Полёт без малого занял полчаса, по истечению которых флаер начал снижаться, а потом приземлился возле достаточно большого четырехэтажного здания. На панели флаера высветилась сумма в пятьдесят кредитов, я вытащил карточку и прикоснулся к панели и с моей карточки списали эти деньги. Здание не выделялось, чем то особенным от остальных, оно было таким же серым и нельзя было сказать, что именно в этом зданий находится детский дом. Я пошел к проходной, чтоб узнать, с кем мне лучше переговорить, чтоб я мог забрать Эшли до вечера. На проходной сидел дед, которому на вид было настолько много лет, что он наверно помнит, как появились первые мамонты, а парочку таких мамонтят он сам лично нянчил. Наверно, он тут совмещает работу вахтера и боевого дроида, потому что на меня смотрели достаточно живые глаза престарелого человека и взгляд у него был, как главный калибр линкора, который направлен тебе в лицо. Скорее всего, его сильно достают дети, но видно по нему, что детей он любит и радеет за них, а то бы не пошел на такую работу, а сидел бы в каком нибудь более спокойном месте.
– Молодой человек, могу я вам чем то помочь?
– Здравствуйте, подскажите с кем мне переговорить из тех, кто тут работает, по поводу того, что я хочу навестить свою знакомою, и если будет возможно, то взять её на прогулку?
– А что так, не усыновить, не удочерить, а на прогулку? Поманишь такого ребенка конфеткой, подаришь надежду, а потом разочаруешь, и они перестанут верить, что есть что-то хорошее в этой жизни. Шел бы ты “атседова” прощелыга.
– Дед, какие дети мне только недавно шестнадцать исполнилось. Да, даже если и мог бы усыновить или удочерить, то сейчас не стану делать. Скоро меня возможно на фронт призовут, как ни как у нас война идет, а я не хочу в случае чего, кого нибудь из этих детей сделать сиротой во второй раз. Вот когда вернусь и немного стану старше, то тогда да, а сейчас извини, но нет. Так что там по поводу моего первого вопроса.

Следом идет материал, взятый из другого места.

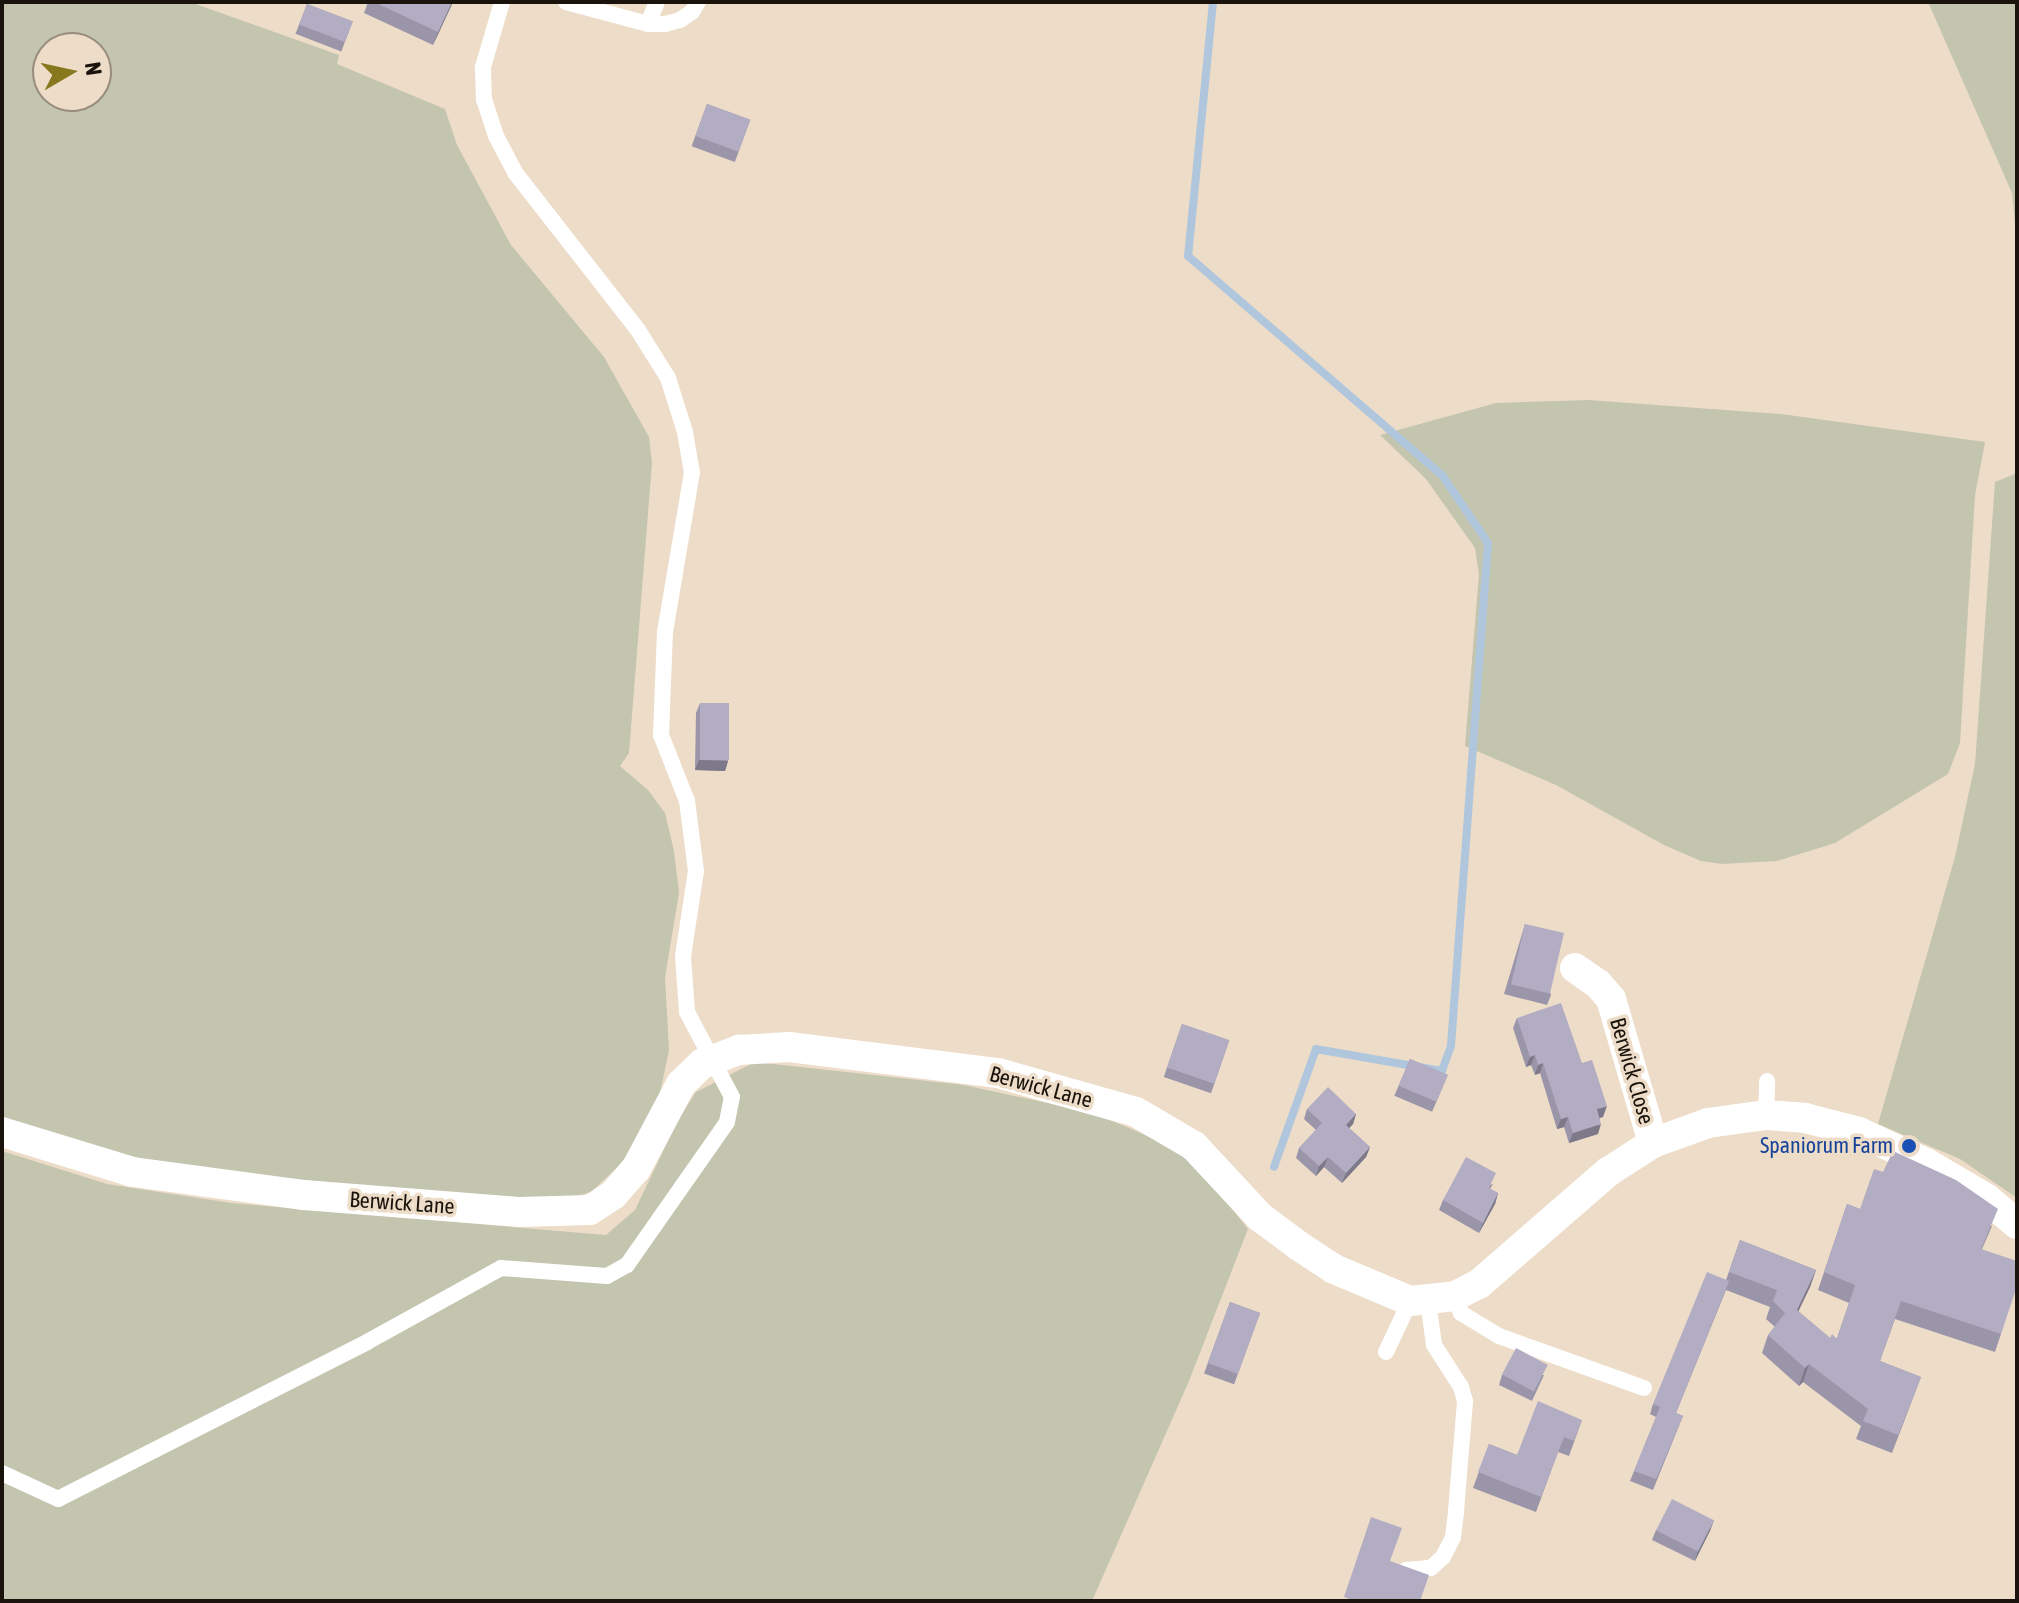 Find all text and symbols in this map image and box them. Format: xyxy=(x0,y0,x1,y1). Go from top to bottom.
north arrow xyxy=(32,32,112,112)
text: N xyxy=(80,60,108,77)
street label: Berwick Close xyxy=(1604,1015,1660,1127)
street label: Berwick Lane xyxy=(987,1061,1095,1113)
place label: Spaniorum Farm xyxy=(1760,1133,1893,1159)
marker: Spaniorum Farm xyxy=(1900,1137,1918,1155)
street label: Berwick Lane xyxy=(349,1186,455,1220)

Когда он услышал мой слова, то в его глазах сначала появилась грусть, а потом тоска.
– Вот оно как значить, дела наверно у нас совсем плохи, раз уже детей начали призывать брать оружие в руки. Извини внучок, не признал в тебе подростка, слишком по-взрослому выглядишь, да и видно, что жизнь потрепала тебя. Будь она не ладна эта война, эх… Ладно, тебе надо пройти в кабинет координатора детского дома, там и уладишь свой вопросы. И это… отправят на фронт, сильно не геройствуй, а то снаряду все равно кто ты, нам при мирной жизни такие справные молодцы еще пригодятся. Иди уж, боец.

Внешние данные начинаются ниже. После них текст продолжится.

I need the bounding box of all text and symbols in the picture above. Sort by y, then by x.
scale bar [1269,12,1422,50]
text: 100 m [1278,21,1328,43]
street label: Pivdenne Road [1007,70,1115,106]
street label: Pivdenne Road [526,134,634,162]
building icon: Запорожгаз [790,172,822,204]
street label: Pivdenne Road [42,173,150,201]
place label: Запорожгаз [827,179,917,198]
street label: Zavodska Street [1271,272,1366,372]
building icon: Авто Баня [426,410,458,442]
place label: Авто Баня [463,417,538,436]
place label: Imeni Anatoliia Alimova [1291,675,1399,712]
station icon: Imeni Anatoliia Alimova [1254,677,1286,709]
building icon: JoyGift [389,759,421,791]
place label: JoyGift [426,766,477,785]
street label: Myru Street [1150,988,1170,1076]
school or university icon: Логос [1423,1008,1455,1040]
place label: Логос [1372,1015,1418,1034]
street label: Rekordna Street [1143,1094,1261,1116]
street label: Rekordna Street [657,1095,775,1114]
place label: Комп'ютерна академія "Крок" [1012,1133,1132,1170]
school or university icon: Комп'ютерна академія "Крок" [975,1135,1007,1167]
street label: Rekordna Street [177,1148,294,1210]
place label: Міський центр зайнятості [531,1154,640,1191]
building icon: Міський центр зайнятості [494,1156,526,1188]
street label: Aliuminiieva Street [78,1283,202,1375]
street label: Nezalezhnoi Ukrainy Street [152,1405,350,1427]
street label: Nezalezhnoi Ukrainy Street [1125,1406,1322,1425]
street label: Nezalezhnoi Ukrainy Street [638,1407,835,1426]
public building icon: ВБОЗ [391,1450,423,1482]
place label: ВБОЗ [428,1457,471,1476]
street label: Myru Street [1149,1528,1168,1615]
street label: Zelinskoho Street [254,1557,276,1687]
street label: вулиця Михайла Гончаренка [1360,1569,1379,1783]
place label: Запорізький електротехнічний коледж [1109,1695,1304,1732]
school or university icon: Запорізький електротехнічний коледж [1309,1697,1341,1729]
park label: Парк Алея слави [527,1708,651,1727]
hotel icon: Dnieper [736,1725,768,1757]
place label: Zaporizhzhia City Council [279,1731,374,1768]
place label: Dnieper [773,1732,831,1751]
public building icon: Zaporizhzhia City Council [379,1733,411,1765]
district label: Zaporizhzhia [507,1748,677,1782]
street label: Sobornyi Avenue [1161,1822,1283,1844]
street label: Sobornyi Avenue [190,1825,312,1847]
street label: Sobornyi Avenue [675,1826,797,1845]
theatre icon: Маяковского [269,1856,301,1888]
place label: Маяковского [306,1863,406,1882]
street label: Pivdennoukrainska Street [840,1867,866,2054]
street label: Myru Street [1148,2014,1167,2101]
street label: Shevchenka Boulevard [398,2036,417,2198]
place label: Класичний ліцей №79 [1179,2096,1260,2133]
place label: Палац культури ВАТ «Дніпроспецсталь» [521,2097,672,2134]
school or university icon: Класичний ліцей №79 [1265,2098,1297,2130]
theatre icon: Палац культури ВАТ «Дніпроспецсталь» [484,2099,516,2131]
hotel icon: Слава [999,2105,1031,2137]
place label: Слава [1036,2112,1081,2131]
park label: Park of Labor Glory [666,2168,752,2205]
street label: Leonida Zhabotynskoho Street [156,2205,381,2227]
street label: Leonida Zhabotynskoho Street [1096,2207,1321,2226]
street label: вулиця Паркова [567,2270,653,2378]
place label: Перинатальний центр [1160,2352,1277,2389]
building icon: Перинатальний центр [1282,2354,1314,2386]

Я его поблагодарил и пошел в сторону кабинета координатора детского дома и только самым краем уха услышал бормотание старого вахтера: «Кровопийцы уже и детей на фронт отправляют, мало им было забрать моего сына… сволочи». У каждого из нас своя история, у кого-то грустная, а у кого-то не очень. В этот момент я прошел в фойе и на меня были направлены десятки глаз, я немного растерялся от такого. В фойе слонялись дети и постоянно посматривали на вход, наверно они тут надеются и ждут своих родителей. Это было тяжело перенести, когда ты заходишь, и на тебя начинают смотреть с надеждой, что ты их папа или мама, а когда они понимают, что это не так, то из их взглядов исчезает надежда и появляется тоска и безнадежность.
В какой-то момент из этой толпы выбежало худенькое тельце и бросилось в мою сторону, через секунду я понял, что это Эшли. Она повисла на моей шее и начала плакать, хныкать и лепетать.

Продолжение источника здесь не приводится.